Кодовое имя – Верити (страница 4)
– И она пребывает в добром здравии. – С этими словами Димпна протянула лилейно-белую руку, которой определенно никогда не доводилось менять масляный фильтр. (Просто для сведения: мои лилейно-белые руки это проделывали, но только под очень строгим наблюдением.) – В самом добром здравии. Она – это я.
Девушки обменялись рукопожатиями.
– Присаживайтесь, – нараспев проговорила Димпна (просто представьте, что она – это я, выросшая в замке и получившая образование в закрытой швейцарской школе, только немного повыше и не ноет все время). Она махнула рукой в сторону свободных шезлонгов: – Мест предостаточно.

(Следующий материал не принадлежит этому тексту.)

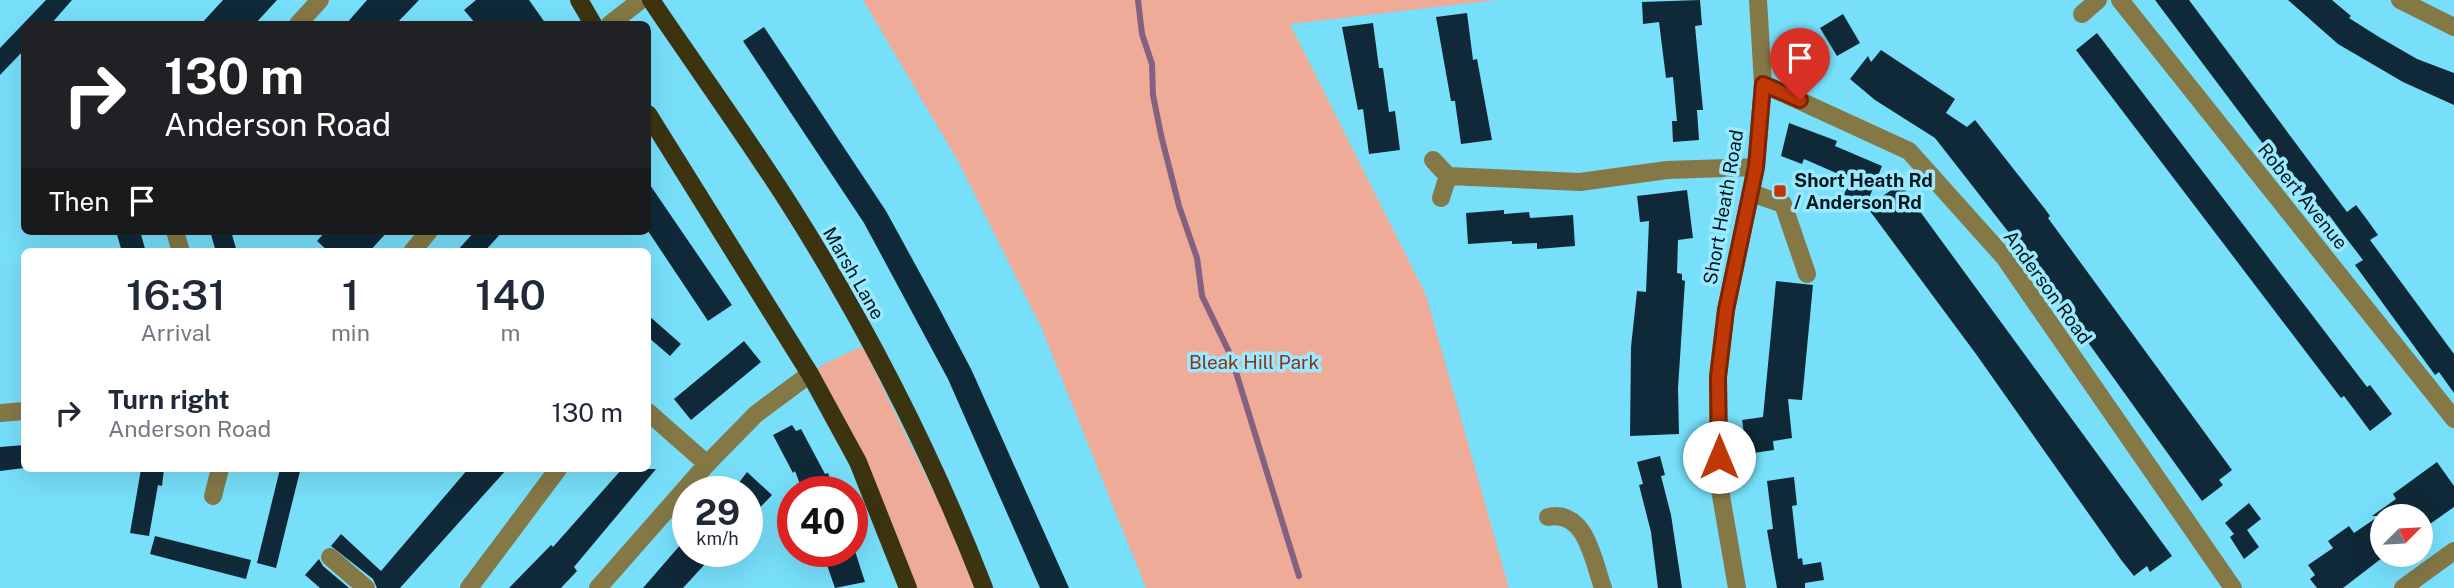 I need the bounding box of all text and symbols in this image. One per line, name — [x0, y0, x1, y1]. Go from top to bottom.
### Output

Димпна была одета так, будто собралась на сафари, но при этом постаралась выглядеть эффектно. Она не только занималась частным инструктажем, но и дарила людям приключение. На весь аэродром она была единственной женщиной-пилотом, во всяком случае, единственной среди инструкторов.
– Когда мою бесценную «гарпию» подлатают, я вас прокачу, – пообещала она Мэдди, а та, будучи сметливой, спросила, нельзя ли посмотреть самолет.
Его разобрали и по частям перевезли из Хайдаун-Райз на аэродром. Теперь бригада молодых парней и мужчин постарше в засаленных комбинезонах снова собирали воздушное судно в одном из высоких ангаров, которые выстроились вдоль летного поля. Двигатель у «пусс-мота» оказался прекрасный (это со слов Мэдди; она немного помешана на подобных вещах), но вполовину менее мощный, чем тот, что стоял на ее мотоцикле. Механики металлическими щетками счищали с кожуха куски дерна. Сам двигатель лежал на клеенке тысячью поблескивающих деталек. Мэдди сразу поняла, что попала куда надо.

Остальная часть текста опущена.